An urge came over me to give her a hug, and she must have felt the same because we quickly embraced. She smelled of Dove soap.
I took Charlie a cup of milky sugared tea and a plate of small offerings – a banana, apple slices, macaroons and cheese on biscuits – to keep him going until I returned from the orchard. Ray Charles wasn’t back on. Charlie was standing away from his easel, staring into the half-done canvas of pinks and yellow. He had poured a glass of whiskey.
‘Charlie, it’s only ten-thirty.’
‘That doesn’t matter.’
‘
I brought you this.’
He waved for me to put it on the bench.
‘You shouldn’t be drinking with the tablets. The doctor said. And it’s too early, anyway.’
‘Go on with you.’
He half turned to the palette knives, about to choose one.
‘Charlie?’
He picked up a knife, and with his fingernail scraped some green paint off its tip.
‘I want you to eat this.’
We stood in silence.
‘Damn it,’ I said. ‘If I’ve gone to the trouble of getting it for you, the least you can do is bloody well eat it.’
He was standing side-on, statue still, with stooped shoulders, and his white hair was thin and too long.
He turned to me, those sad eyes.
‘I’m trying,’ he said.
‘Well try harder.’
And I backed away and hurried to the orchard, clenching my jaws and shaking my fists, angry and ashamed.
The tensiometres were at either end of the orchard and I went to each one and read the gauge. I was keeping daily records of the soil moisture, rainfall and temperature, trying to figure out how often I should irrigate. I wasn’t sure if I should just water every day if it didn’t rain, and how that would affect the blueberries – whether too much water was a bad thing. I had read about root rot. The readings were high, in the fifties, which meant the soil was dry.
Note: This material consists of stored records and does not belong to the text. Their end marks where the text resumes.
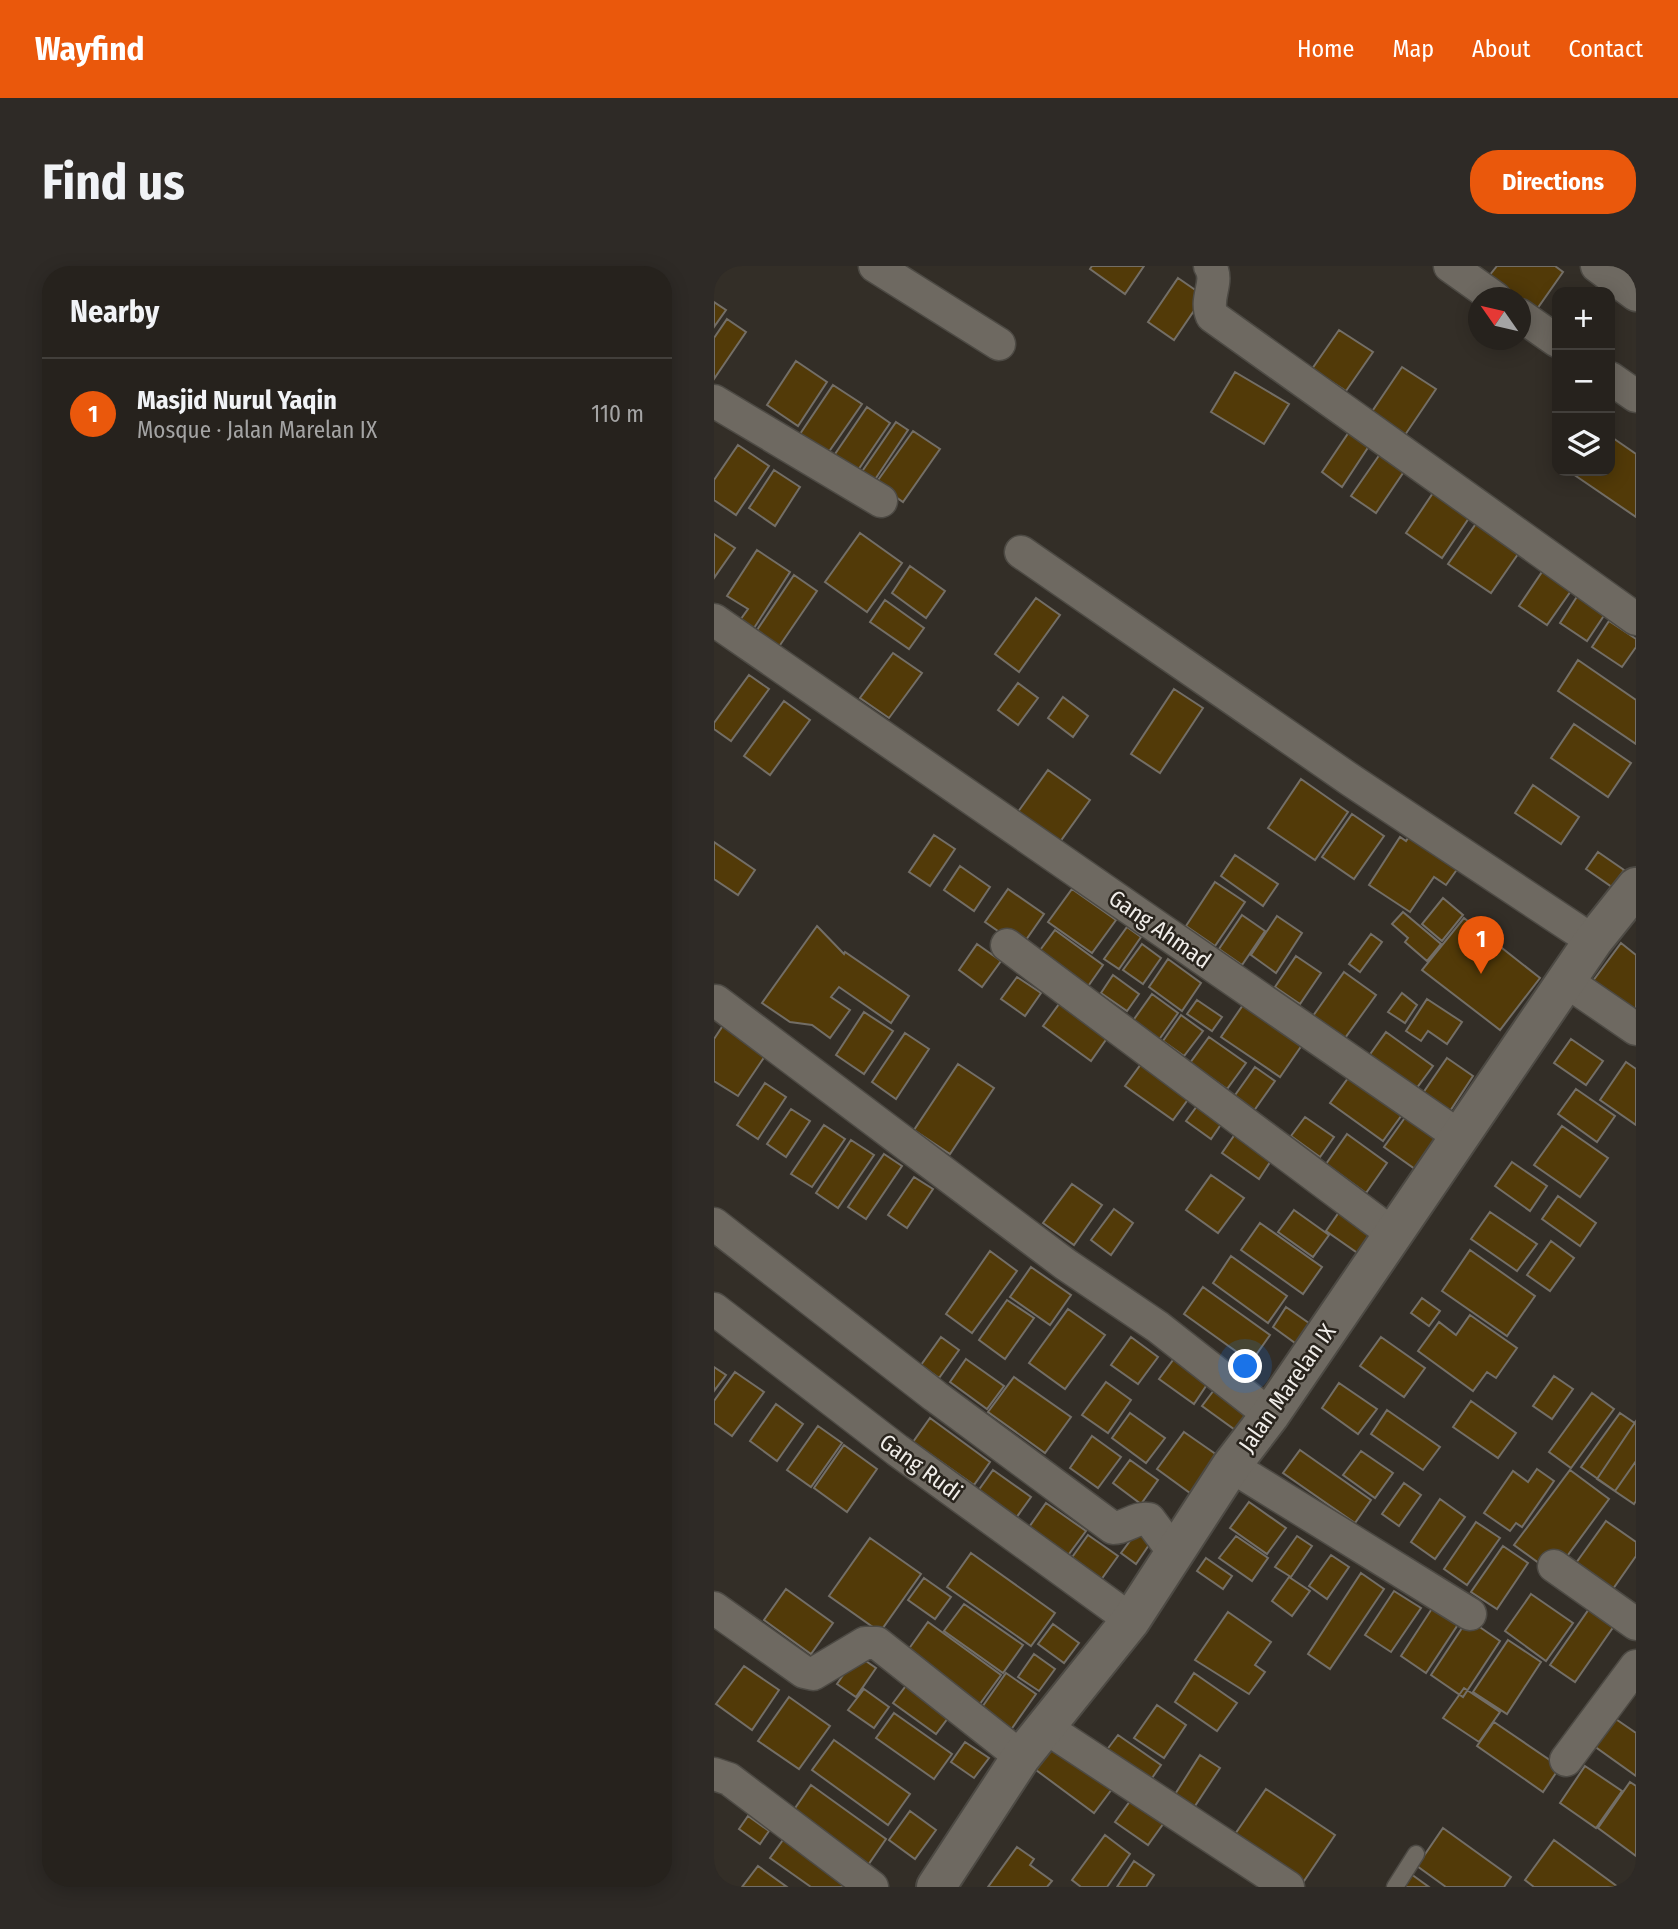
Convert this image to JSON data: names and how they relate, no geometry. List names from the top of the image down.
{
  "streets": {
    "main road": ["Jalan Marelan IX"],
    "street": ["Gang Ahmad", "Gang Rudi"]
  },
  "crossings": [
    ["Gang Ahmad", "Jalan Marelan IX"],
    ["Jalan Marelan IX", "Gang Rudi"]
  ],
  "north": "top left",
  "page": {
    "header": "Wayfind",
    "nav": [
      "Home",
      "Map",
      "About",
      "Contact"
    ],
    "buttons": "Directions",
    "title": "Find us",
    "heading": "Nearby",
    "map_buttons": ["+", "−"],
    "list": [
      {
        "mark": "1",
        "name": "Masjid Nurul Yaqin",
        "note": "Mosque · Jalan Marelan IX",
        "value": "110 m"
      }
    ],
    "pins": "1"
  }
}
The pump was in the corner of the shed and a thick pipe rose out of it with gauges and valves, and a filter case the size of a laundry bucket. Step-by-step I went through the process of turning the blue valve anticlockwise and selecting a station. I hit the red button and the pump thumped to life. Some seals spat stinking water and the small tin shed vibrated.
I went looking for Enrico, who was somewhere near Row 28. Down beside the tee-tree and the handsome ghost gum, grass flicking on my boots, came the girly squeals of a few black cockatoos, six or seven. They flew slowly with deep wing-beats, and settled on the branches of a spindly black wattle that could barely carry their weight. I stopped to watch them, the yellow panels in their long black tail feathers. They were all facing west as if they knew exactly where they were headed. Then, together, they lifted, and flew gracefully towards the packing shed and the direction of Shane’s paddocks.